The menu is fresh, light and creative, in line with what Delfina is doing over in the Mission, but with a unique, rustic sensibility that sets it apart. Ricotta and chard involtini get a kick from not-too-spicy radish and whole olive garnish ($7). Shredded cold tuna conserva, a very traditional dish, comes savory with chopped dandelion greens and breadcrumbs ($9), perfect with a glass of dry, butterscotchy white Fiano D'Avellino from Campania, the only wine produced by maker Clelia Romano.
Shelley Lindgren (Bacar, Fleur de Lys), the sommelier and co-owner, provides an uncanny list of obscure regional Italian wines, with a sizable Prosecco selection and a battery of producers and varietals we'd never seen before. She buzzes about the room all night delivering delicate stemware and explaining wines to the patrons, many of whom are of a more mature, culturally edgy demographic than one might stereotypically expect in the Marina.
Our server was experienced, gracious, and knew the menu top to bottom, answering questions like, "What is scamorza?" with ease (it's a mild cow's milk cheese). A uniform that requires only a black outfit of the server's choosing lends to the casual feel of the place, and a vintage foosball table between the front bar and the rear dining room defuses any pretension that may seep in from the chilly outdoors.
As a middle course, we shared a giant, thin-crust pizza with chanterelle and hen-of-the-woods mushrooms, smoked provola, pecorino, olive oil and arugula ($13), which easily could serve as an entree for two. Hille uses only the toppings actually used in Naples, so pizzas also come with fresh tomato sauce and items like escarole, anchovy, and manila clams. Note that so far, everything has been seasoned well enough that the coarse salt shaker and pepper grinder at each table are fairly unnecessary.
While our braised pork breast entree with chestnuts, olives and garlic ($17.50) was completely outstanding, original, and oddly light in character, our petrale sole with celery, capers, anchovy and a wedge of Seville orange ($17) was far too subtle to stand up to all of the flavorful dishes we'd has thus far. Sides like dinosaur kale with sofrito and a perfectly dressed salad of chicories and lettuce add a fun variety to the main course. Other options include classics like orechiette pasta with broccoli rabe ($8/$14), and butter bean and octopus zuppa over grilled bread ($8).
For dessert we had a stunning, frozen hazelnut semifreddo with diced pear and shaved chocolate ($6) and a very dear dessert wine that satisfied my dining companion's craving for tawny port. (Currently, the bar serves beer and wine only). While the mocha and pistachio gelatos didn't sing, the lemon sorbetto ($5) was museum quality, worth a trip to the bar just for a bowl of it on a warm night.
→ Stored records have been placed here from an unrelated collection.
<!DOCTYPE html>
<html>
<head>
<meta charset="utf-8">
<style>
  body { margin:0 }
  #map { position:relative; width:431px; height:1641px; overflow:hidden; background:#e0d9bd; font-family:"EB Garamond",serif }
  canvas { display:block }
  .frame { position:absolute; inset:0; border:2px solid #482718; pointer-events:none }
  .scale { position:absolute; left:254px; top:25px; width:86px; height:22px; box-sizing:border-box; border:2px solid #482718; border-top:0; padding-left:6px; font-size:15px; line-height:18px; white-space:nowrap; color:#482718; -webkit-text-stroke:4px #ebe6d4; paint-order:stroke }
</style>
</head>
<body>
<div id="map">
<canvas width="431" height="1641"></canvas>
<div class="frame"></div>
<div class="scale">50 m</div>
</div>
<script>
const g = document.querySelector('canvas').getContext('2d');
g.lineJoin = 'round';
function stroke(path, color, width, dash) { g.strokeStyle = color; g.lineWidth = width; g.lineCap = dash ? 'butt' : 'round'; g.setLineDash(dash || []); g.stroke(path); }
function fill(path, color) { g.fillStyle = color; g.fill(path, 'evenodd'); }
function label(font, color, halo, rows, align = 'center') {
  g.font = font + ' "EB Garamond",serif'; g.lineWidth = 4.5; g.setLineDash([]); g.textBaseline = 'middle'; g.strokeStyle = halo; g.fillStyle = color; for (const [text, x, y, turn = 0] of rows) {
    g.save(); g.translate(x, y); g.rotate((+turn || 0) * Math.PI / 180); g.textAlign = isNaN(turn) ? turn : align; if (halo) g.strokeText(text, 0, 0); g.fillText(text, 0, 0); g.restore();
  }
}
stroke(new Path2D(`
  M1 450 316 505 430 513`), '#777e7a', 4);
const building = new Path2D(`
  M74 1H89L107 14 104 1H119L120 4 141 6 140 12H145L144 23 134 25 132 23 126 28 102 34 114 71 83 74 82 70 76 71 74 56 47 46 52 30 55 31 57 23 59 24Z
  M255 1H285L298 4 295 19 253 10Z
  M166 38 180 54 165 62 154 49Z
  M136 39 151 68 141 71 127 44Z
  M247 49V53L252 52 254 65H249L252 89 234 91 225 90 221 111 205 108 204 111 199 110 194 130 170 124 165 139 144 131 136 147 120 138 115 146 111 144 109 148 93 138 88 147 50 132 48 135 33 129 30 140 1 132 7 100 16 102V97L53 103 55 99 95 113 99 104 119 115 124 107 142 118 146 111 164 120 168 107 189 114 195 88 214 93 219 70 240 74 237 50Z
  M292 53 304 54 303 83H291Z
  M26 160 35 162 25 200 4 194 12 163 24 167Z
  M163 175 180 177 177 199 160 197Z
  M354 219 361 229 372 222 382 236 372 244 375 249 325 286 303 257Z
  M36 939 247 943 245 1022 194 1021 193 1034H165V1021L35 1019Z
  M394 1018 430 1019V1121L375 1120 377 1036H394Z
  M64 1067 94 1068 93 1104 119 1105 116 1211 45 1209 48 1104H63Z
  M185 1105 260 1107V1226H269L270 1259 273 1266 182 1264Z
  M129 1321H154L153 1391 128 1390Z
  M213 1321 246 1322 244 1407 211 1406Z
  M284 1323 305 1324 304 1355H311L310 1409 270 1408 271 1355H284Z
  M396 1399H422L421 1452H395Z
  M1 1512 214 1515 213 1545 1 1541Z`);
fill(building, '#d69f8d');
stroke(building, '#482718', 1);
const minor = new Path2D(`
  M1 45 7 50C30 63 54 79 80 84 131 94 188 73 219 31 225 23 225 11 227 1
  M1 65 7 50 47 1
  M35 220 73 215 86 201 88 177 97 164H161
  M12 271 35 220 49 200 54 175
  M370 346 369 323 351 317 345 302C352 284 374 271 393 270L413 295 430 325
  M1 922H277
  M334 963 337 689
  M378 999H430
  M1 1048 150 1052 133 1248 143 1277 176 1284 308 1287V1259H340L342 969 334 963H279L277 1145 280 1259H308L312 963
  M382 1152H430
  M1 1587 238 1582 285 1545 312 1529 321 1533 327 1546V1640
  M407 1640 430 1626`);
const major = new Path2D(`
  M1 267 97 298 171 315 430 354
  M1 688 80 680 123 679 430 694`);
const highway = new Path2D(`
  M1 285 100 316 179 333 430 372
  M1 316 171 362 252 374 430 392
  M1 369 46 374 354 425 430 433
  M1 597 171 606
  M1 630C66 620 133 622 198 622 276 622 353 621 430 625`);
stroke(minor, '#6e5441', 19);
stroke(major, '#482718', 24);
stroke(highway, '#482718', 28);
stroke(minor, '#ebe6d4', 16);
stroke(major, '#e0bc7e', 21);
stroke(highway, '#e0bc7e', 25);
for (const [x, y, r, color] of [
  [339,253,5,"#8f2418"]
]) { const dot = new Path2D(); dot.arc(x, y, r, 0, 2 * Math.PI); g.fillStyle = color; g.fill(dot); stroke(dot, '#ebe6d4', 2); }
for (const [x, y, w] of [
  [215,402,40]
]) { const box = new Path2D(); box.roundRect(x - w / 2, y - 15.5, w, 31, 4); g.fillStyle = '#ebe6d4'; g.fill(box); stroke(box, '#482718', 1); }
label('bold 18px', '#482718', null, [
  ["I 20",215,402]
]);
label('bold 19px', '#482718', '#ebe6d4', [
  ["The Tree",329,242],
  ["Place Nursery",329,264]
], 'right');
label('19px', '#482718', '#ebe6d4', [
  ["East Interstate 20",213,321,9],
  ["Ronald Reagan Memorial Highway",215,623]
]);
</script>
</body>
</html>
A16 provides the sophisticated, unpretentious cuisine and atmosphere of a world-class neighborhood destination restaurant, and we're happy to recommend it for any affair. There's even room in the back dining area to seat a party of 10 or so, and as of March 2004, weeknights are more hopping than weekends, so you can probably have a leisurely Friday night dinner at A16 while everyone else tries to cram in elsewhere.